Cabe aos planejadores, dar forma e vazão a essa água, considerando espaços públicos como uma zona de amortização de enchentes, lagoas de contenção, diques q e todo o controle de vegetação das cabeceiras.  E o que se percebe no Rio, é que apesar da competência de agências como Rio Águas, Inea e Ministério Público, muitas vezes a informalidade e a caos urbano se expandem em uma velocidade maior do que o planejamento desejado. Sim, é possível despoluir rios urbanos e transformá-los em parques. E para o Rio, a hora é agora, há recursos disponíveis, capacitação técnica de excelentes empresas de saneamento, qualidade pública. Esse debate precisa avançar e não ser sequestrado por interesses menores da política carioca.

A geografia de nossa cidade do Rio é bem diferente de Porto Alegre, cada qual tem seu contexto.

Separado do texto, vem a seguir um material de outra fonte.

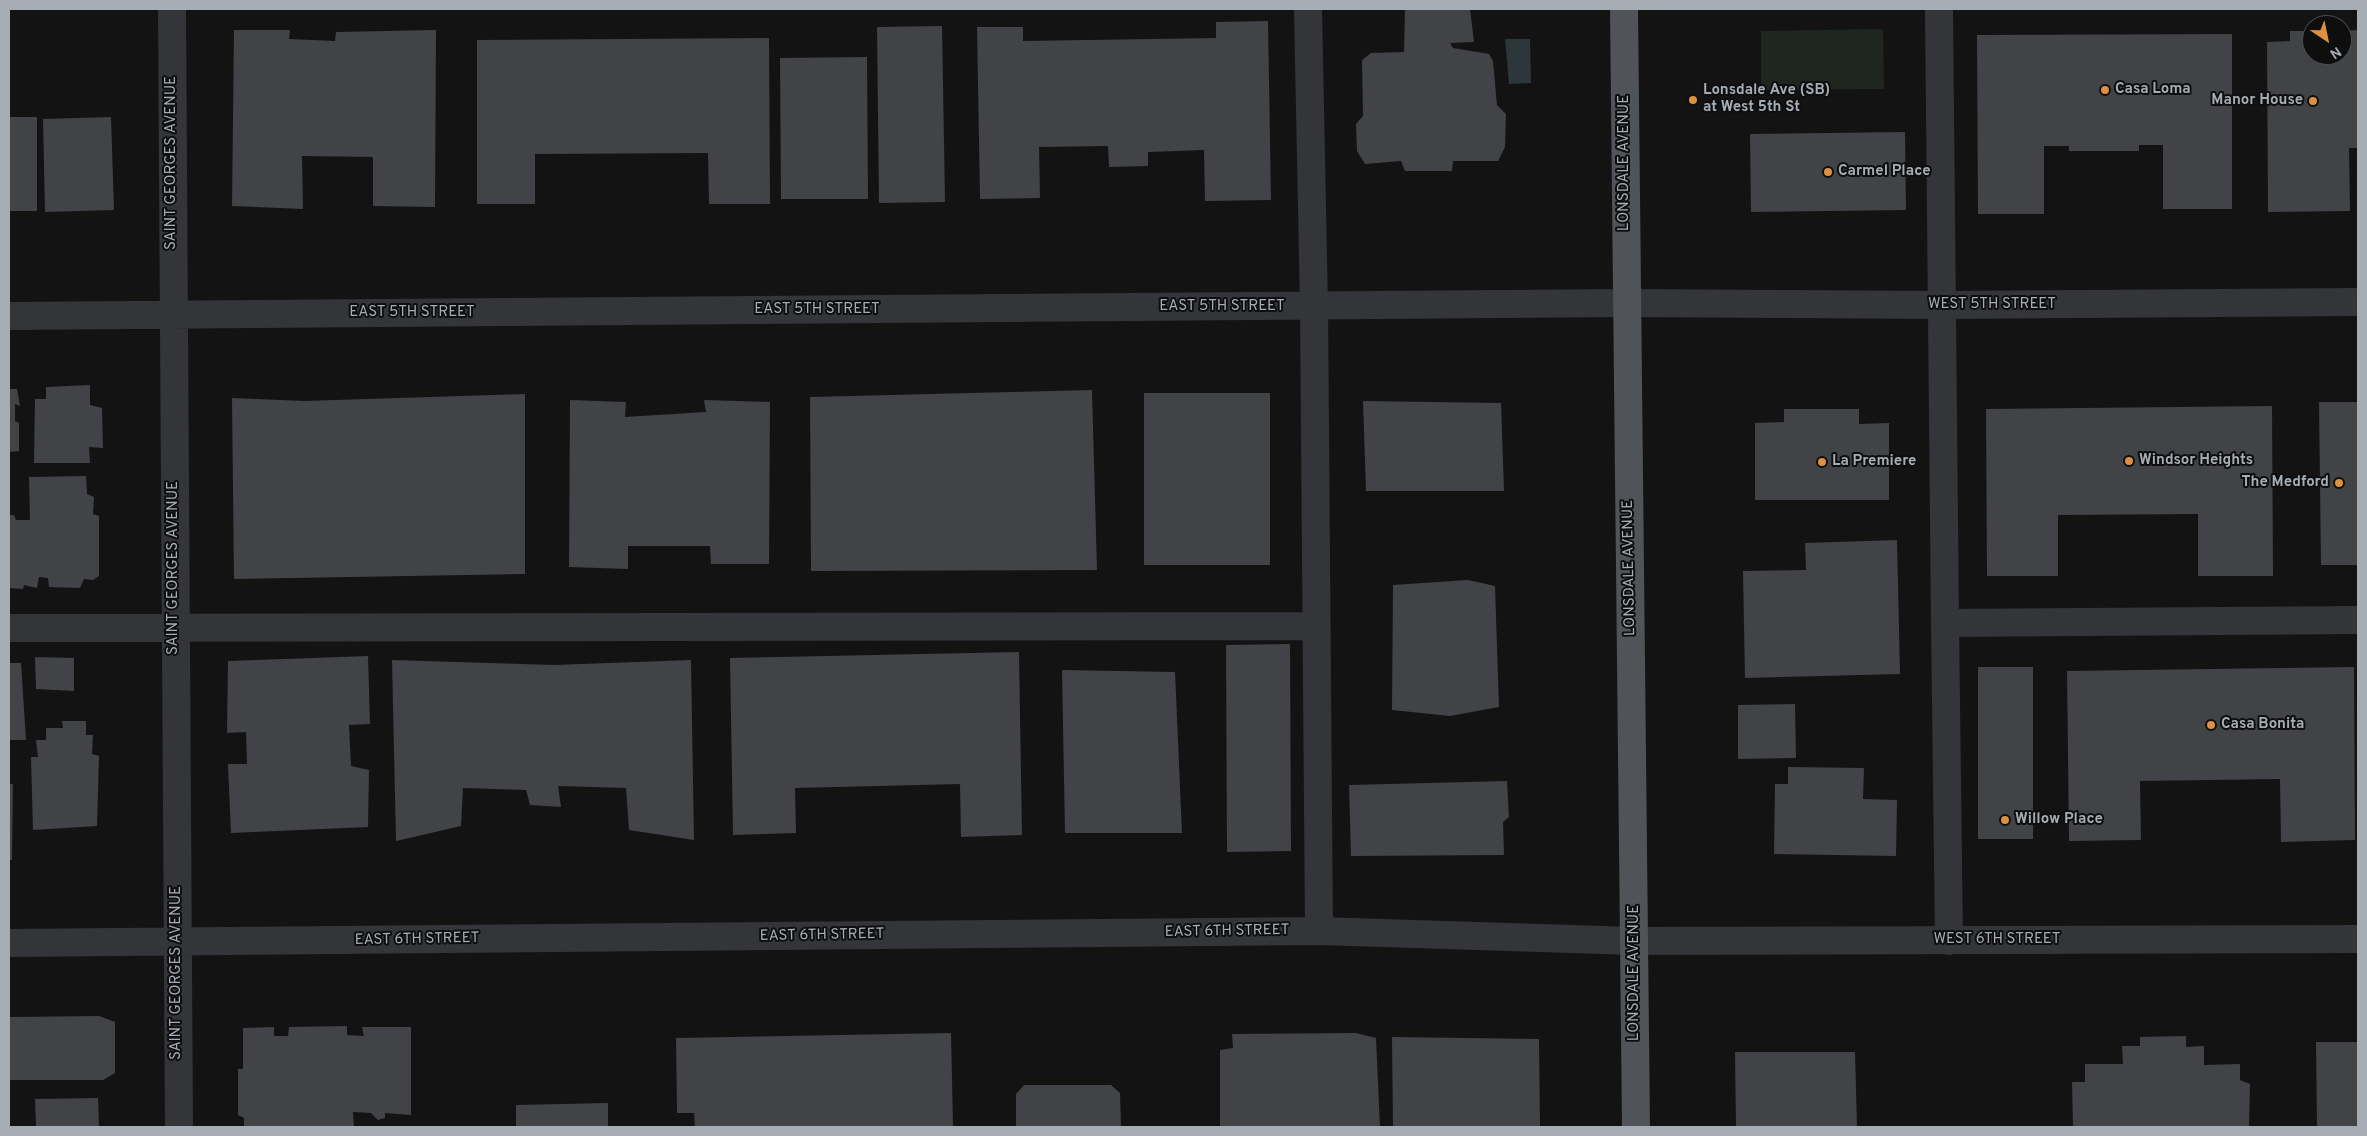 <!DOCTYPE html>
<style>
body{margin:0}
#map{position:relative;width:2367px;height:1136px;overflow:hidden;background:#131314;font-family:Overpass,sans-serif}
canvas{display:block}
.frame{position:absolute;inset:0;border:10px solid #a5acb3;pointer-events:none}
.north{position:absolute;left:2302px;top:15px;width:50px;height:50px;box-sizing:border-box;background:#0e0e0f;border:1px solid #4a4d51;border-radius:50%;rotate:146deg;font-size:14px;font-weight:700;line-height:20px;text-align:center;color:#a5acb3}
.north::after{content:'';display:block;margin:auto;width:18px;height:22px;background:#de8f40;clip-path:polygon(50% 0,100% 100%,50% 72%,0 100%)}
</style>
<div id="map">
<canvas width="2367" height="1136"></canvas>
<div class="frame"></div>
<div class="north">N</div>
</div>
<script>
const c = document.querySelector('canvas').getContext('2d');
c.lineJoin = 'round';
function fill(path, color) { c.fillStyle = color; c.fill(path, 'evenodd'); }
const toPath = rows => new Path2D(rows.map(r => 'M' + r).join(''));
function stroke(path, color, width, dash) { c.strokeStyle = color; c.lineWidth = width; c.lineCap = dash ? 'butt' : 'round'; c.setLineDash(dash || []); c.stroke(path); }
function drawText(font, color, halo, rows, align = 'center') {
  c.font = font + ' Overpass,sans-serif'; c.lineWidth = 4; c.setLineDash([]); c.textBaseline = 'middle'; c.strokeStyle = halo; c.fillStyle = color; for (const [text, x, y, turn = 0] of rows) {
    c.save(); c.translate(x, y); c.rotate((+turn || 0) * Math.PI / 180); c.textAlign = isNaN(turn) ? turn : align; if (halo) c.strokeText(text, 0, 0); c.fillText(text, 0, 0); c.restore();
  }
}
fill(toPath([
 [1883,29,1884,89,1761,90,1761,31]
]), '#1f261f');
fill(toPath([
 [1505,39,1530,39,1531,83,1509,84]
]), '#2d373b');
fill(toPath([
 [1405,9,1470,9,1474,42,1450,43,1453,48,1489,54,1493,61,1497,105,1506,114,1505,147,1498,161,1453,161,1452,171,1405,171,1401,161,1365,164,1357,151,1356,124,1363,116,1362,60,1371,53,1404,52],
 [1268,21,1271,200,1205,201,1204,150,1148,152,1148,166,1109,167,1108,146,1039,147,1040,198,980,199,977,27,1023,27,1023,41,1216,38,1216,22],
 [942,26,945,202,879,203,877,27],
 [234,30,290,30,289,39,335,41,336,32,436,30,435,207,373,206,373,157,302,156,303,209,232,206],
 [2358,30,2358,148,2349,148,2350,211,2268,212,2267,42,2290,41,2290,31,2312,31,2312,55,2342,55,2342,31],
 [2232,34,2232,209,2163,209,2163,145,2139,145,2139,151,2069,151,2069,146,2044,146,2044,214,1978,214,1977,35],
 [769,38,770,204,709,204,708,153,535,154,535,204,477,204,477,40],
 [867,57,868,199,781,199,780,58],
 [9,117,37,117,37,211,9,211],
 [111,117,114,210,45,212,43,119],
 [1905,132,1906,210,1751,212,1750,134],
 [90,385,90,405,102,408,103,448,89,447,90,463,34,463,35,399,46,399,46,387],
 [9,389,17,389,20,406,15,404,15,421,19,423,19,451,9,452],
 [1092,390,1097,570,811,571,810,397],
 [1144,393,1270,393,1270,565,1144,565],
 [525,394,525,574,234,579,232,398,304,401],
 [570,400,626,402,625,417,706,412,704,400,770,402,769,564,711,564,710,546,628,546,628,569,569,567],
 [1363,401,1501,403,1504,491,1366,491],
 [2319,402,2358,402,2358,565,2321,565],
 [2272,406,2273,576,2198,576,2198,514,2058,515,2058,576,1987,576,1986,409],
 [1784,409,1859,409,1859,424,1889,423,1889,500,1755,500,1755,423,1784,422],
 [86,476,87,494,94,497,93,514,99,516,99,576,93,580,84,579,80,588,49,587,48,578,39,577,37,588,24,585,23,589,9,588,9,515,14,515,16,520,30,520,29,477],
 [1897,540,1900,674,1745,678,1743,571,1806,570,1805,543],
 [1468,580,1495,586,1499,707,1450,716,1392,710,1393,585],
 [1290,644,1291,851,1227,852,1226,645],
 [1019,652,1022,835,961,837,960,784,795,788,796,833,733,835,730,658],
 [368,656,370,724,349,725,351,766,369,770,368,827,231,833,228,764,247,764,246,732,227,733,228,661],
 [35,657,74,658,74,691,36,689],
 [392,660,554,665,691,660,694,840,629,830,626,788,558,786,561,807,530,805,526,790,463,788,461,826,396,841],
 [9,663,21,663,26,740,9,740],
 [1978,667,2033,667,2033,839,1978,839],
 [2354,667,2355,840,2281,842,2280,779,2140,781,2141,840,2069,841,2067,671],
 [1062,670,1175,672,1182,833,1065,833],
 [1795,704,1796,758,1738,759,1738,705],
 [62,721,86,721,86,735,93,735,92,754,99,756,97,826,33,830,31,757,38,757,36,740,46,740,46,728,63,728],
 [1788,767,1864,768,1863,799,1897,800,1896,856,1774,854,1775,784,1788,784],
 [1507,781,1509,817,1503,822,1504,855,1351,856,1349,785],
 [9,784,13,784,12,860,9,860],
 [99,1016,115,1022,115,1073,103,1080,9,1080,9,1017],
 [347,1026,347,1035,364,1036,362,1027,411,1027,411,1115,385,1113,385,1118,378,1120,371,1113,353,1112,354,1127,244,1127,244,1118,238,1115,238,1069,243,1069,243,1028,274,1027,274,1036,288,1036,289,1027],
 [951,1033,953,1127,695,1127,694,1113,677,1113,676,1038],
 [1356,1033,1376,1038,1380,1127,1220,1127,1220,1050,1233,1048,1232,1034],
 [2186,1036,2186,1047,2204,1046,2204,1065,2240,1064,2240,1080,2250,1084,2249,1127,2073,1127,2072,1082,2085,1082,2085,1064,2123,1064,2122,1046,2140,1046,2140,1037],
 [1392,1037,1539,1039,1540,1127,1393,1127],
 [2316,1042,2358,1042,2358,1127,2317,1127],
 [1735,1052,1855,1052,1857,1127,1736,1127],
 [1024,1085,1111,1085,1120,1093,1121,1127,1016,1127,1016,1094],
 [98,1098,99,1127,36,1127,35,1099],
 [608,1103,608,1127,516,1127,516,1105]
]), '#424347');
stroke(toPath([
 [172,9,179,1127],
 [1308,9,1314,307,1319,931],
 [1939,9,1945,623],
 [9,316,1626,303,1941,305,2358,302],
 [9,628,1316,626],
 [1949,941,1945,623,2358,620],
 [9,943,1319,931,1635,941,2358,939]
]), '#343538', 28);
stroke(toPath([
 [1624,9,1636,1127]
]), '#505357', 28);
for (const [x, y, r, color] of [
 [2105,90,5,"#de8f40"],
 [1693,100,5,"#de8f40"],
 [2313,101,5,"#de8f40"],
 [1828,172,5,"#de8f40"],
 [2129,461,5,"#de8f40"],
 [1822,462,5,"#de8f40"],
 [2339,483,5,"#de8f40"],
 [2211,725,5,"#de8f40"],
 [2005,820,5,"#de8f40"]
]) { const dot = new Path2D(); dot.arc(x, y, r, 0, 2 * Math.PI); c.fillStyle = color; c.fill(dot); stroke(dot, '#0e0e0f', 2); }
drawText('bold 15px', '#a5acb3', '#0e0e0f', [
 ["Casa Loma",2115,90],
 ["Lonsdale Ave (SB)",1703,91],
 ["at West 5th St",1703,108],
 ["Manor House",2303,101,"right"],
 ["Carmel Place",1838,172],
 ["Windsor Heights",2139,461],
 ["La Premiere",1832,462],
 ["The Medford",2329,483,"right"],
 ["Casa Bonita",2221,725],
 ["Willow Place",2015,820]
], 'left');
drawText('15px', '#a5acb3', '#0e0e0f', [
 ["SAINT GEORGES AVENUE",172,163,-90],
 ["LONSDALE AVENUE",1625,163,-90],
 ["WEST 5TH STREET",1992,305],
 ["EAST 5TH STREET",1222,307],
 ["EAST 5TH STREET",817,310],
 ["EAST 5TH STREET",412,313],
 ["SAINT GEORGES AVENUE",174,568,-90],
 ["LONSDALE AVENUE",1630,568,-91],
 ["EAST 6TH STREET",1227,932,-1],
 ["EAST 6TH STREET",822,936,-1],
 ["EAST 6TH STREET",417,940,-1],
 ["WEST 6TH STREET",1997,940],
 ["SAINT GEORGES AVENUE",177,973,-90],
 ["LONSDALE AVENUE",1635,973,-90]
]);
</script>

Nosso tipo de enchente pode ocorrer, pois grande parte da área litorânea é baixa e há toda uma barreira de montanhas e serras que proporciona uma acumulação de águas pluviais. A cidade é cortada por rios que em outros momentos foram transformados em canais de “esgoto” ou tubulados em um sistema de drenagem complexo e que não dá vazão em casos extremos. Há soluções baseadas na natureza. Há caminhos. Só nos resta ter coragem para avançar.